Gastric cancer is a component in several cancer syndromes, of which HNPCC, a dominant disease, is the most common (Lynch and de la Chapelle, 2003; Zhang et al, 2006). The most common cancer site in HNPCC is the colorectum, which showed a borderline increase among siblings in the present study. Other HNPCC-related cancers, endometrial and urinary bladder cancers, and brain gliomas were in excess but only among siblings, leaving the association to HNPCC in doubt.

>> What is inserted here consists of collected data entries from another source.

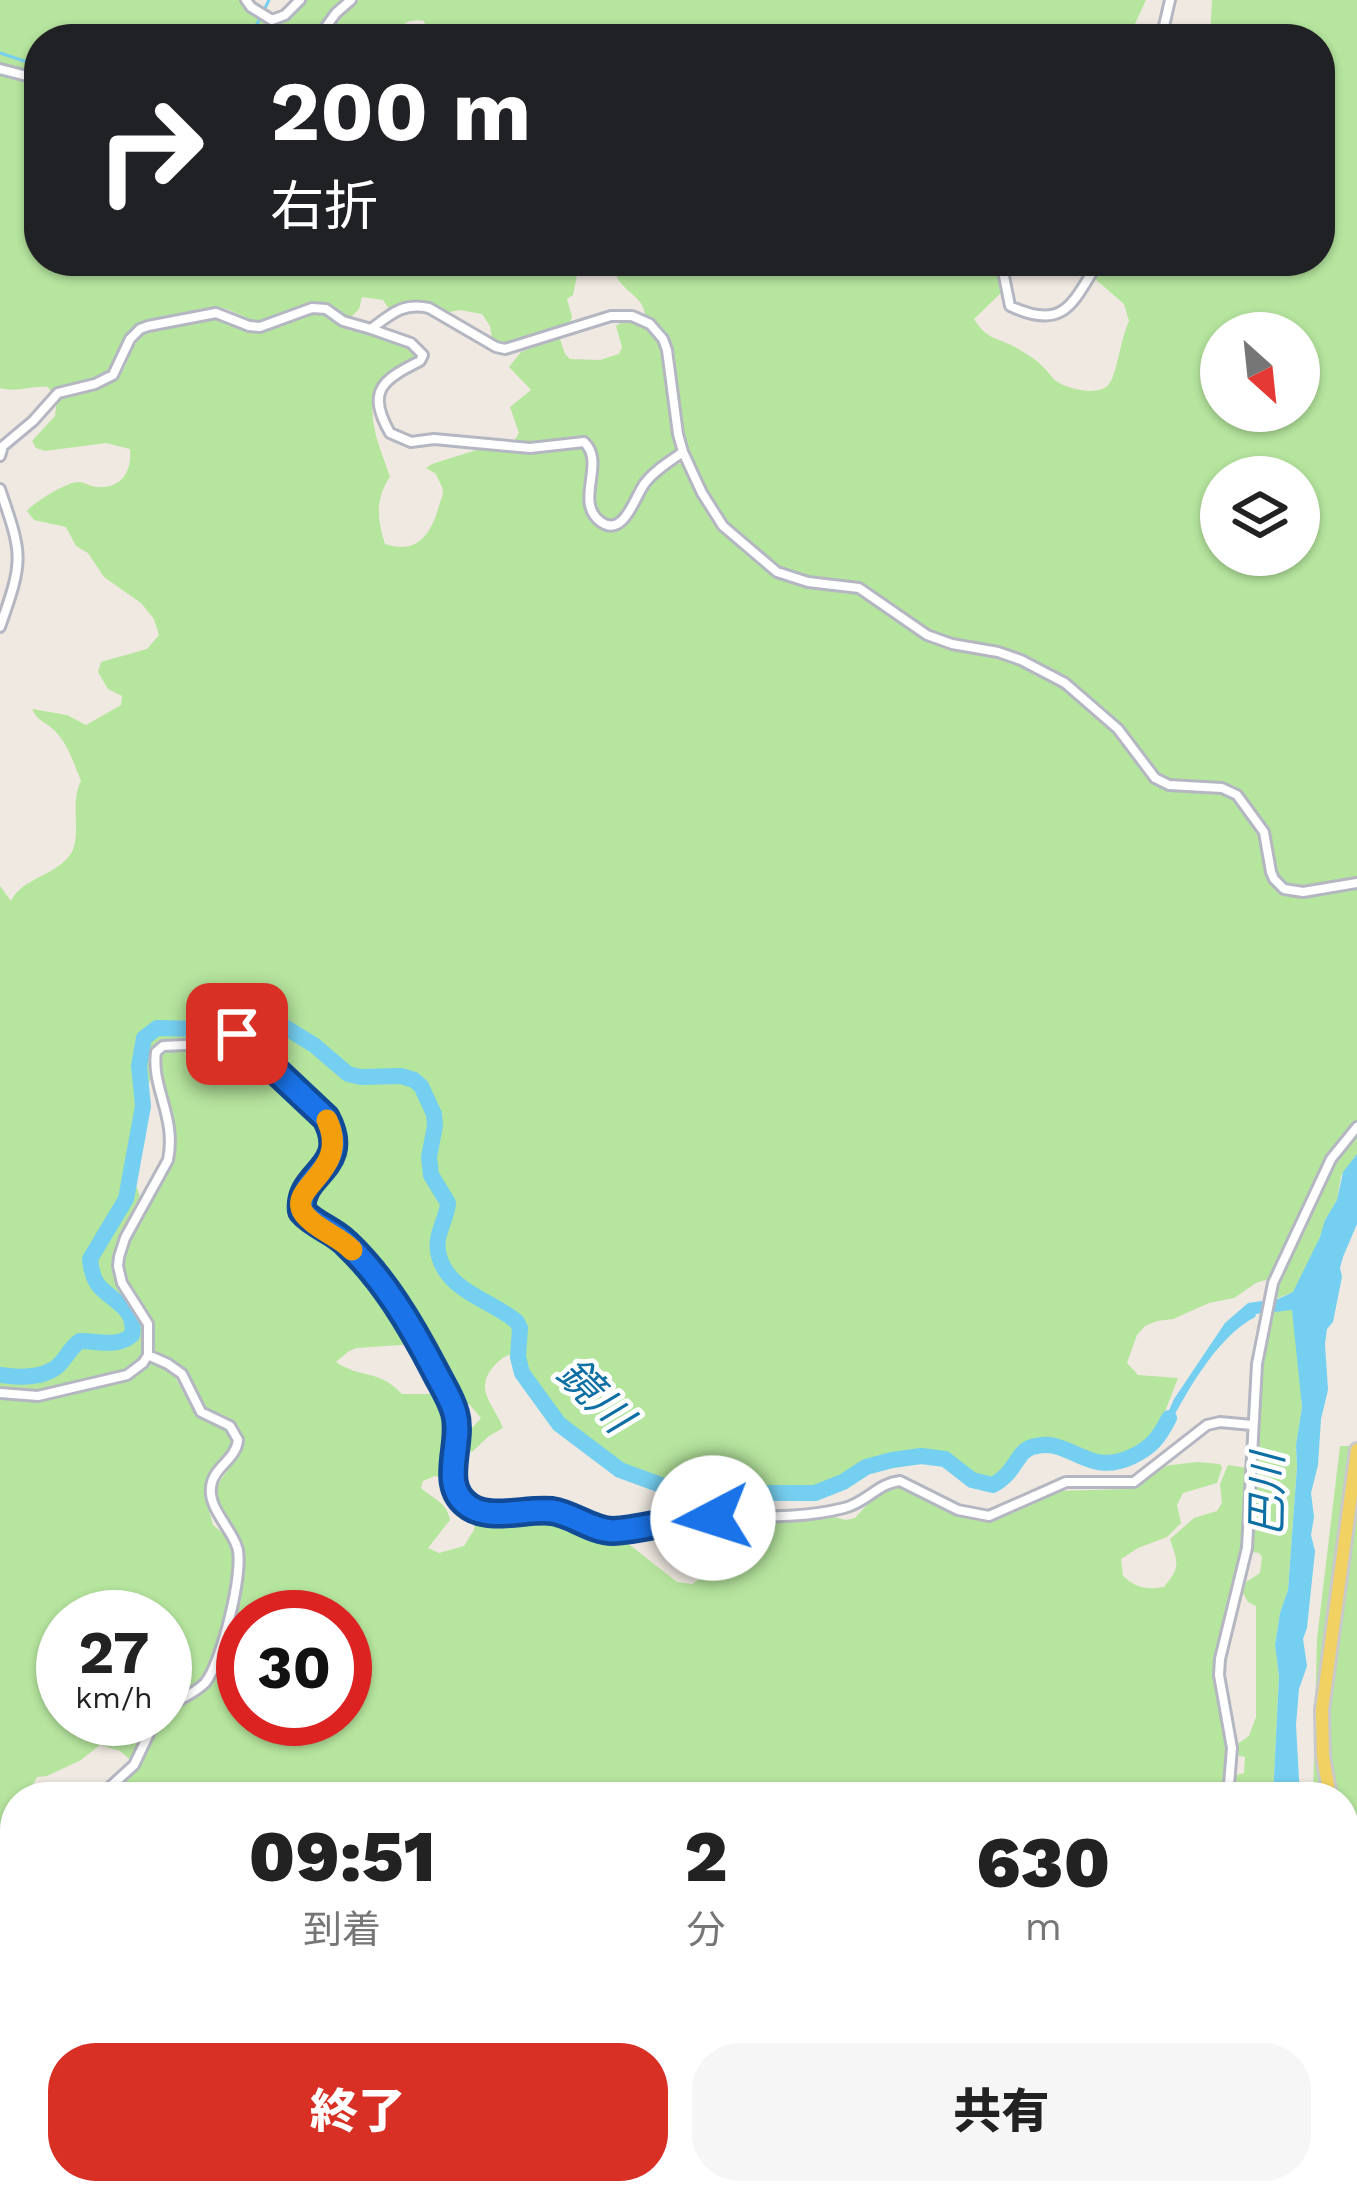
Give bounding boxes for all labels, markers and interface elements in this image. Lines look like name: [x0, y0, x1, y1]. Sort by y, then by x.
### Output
text: 200 m: [270, 62, 531, 160]
icon: right: [72, 72, 228, 228]
text: 右折: [270, 175, 378, 238]
north arrow: [1200, 312, 1320, 432]
map controls: [1200, 312, 1320, 576]
button: layers: [1200, 456, 1320, 576]
pin: [186, 983, 288, 1085]
icon: arrive: [204, 1001, 270, 1067]
water label: 鏡川: [548, 1348, 645, 1445]
water label: 巴川: [1242, 1449, 1292, 1537]
position arrow: [650, 1455, 776, 1581]
speed limit sign: 30: [216, 1590, 372, 1746]
text: 27: [78, 1617, 150, 1688]
text: km/h: [75, 1680, 153, 1715]
text: 09:51: [249, 1814, 436, 1898]
text: 2: [684, 1814, 728, 1898]
text: 630: [976, 1820, 1110, 1904]
text: m: [1025, 1904, 1062, 1949]
text: 到着: [303, 1907, 381, 1952]
text: 分: [686, 1907, 725, 1952]
button: 終了: [48, 2043, 668, 2181]
button: 共有: [692, 2043, 1311, 2181]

The associations of gastric cancer with lung and bladder cancers could be related to tobacco smoking, because of the known familial aggregation of the smoking habit (Fisher, 1958; Tokuhata and Lilienfeld, 1963; Jonsson et al, 2004; Madden et al, 2004; Lorenzo Bermejo and Hemminki, 2005). Gastric and lung cancers could also be linked by H. pylori infection (Gocyk et al, 2000). However, corpus cancer showed no association with lung cancer. Male genital cancers associated with all gastric cancer, but the significance of this observation remains to be established. Human papilloma virus is a risk factor for male and female genital cancers (zur Hausen, 1999), and an association of gastric cancer with female genital cancers has been reported earlier (Goldgar et al, 1994). Corpus cancer associated with non-Hodgkin's lymphoma. H. pylori infection is an established cause of gastric lymphomas of mucosa-associated lymphoid tissue (Wotherspoon et al, 1991; Parsonnet et al, 1994), but we had no details of the non-Hodgkin's lymphoma subtypes. The association of corpus cancer with breast cancer was in line with a US case–control study (Dhillon et al, 2001). Second corpus cancer has been observed to be in excess after primary sporadic and familial breast cancers (Ji and Hemminki, 2006); BRCA1, BRCA2, and E-cadherin gene may be shared genetic risk factors for the two cancer sites.

In conclusion, the present study showed that familial risks for concordant gastric cancers were higher for siblings than for parents and offspring. The excess sibling risk was mainly owing to corpus cancer for which H. pylori infection may be an important contributing factor; however, we have no data on H. pylori infection. Familial clustering for cardia cancer could be independent of H. pylori infection, as well as the association of cardia cancer with oesophageal adenocarcinoma. The associations with some discordant sites were probably explained by HNPCC and familial aggregation of smoking but all the discordant associations need to be confirmed.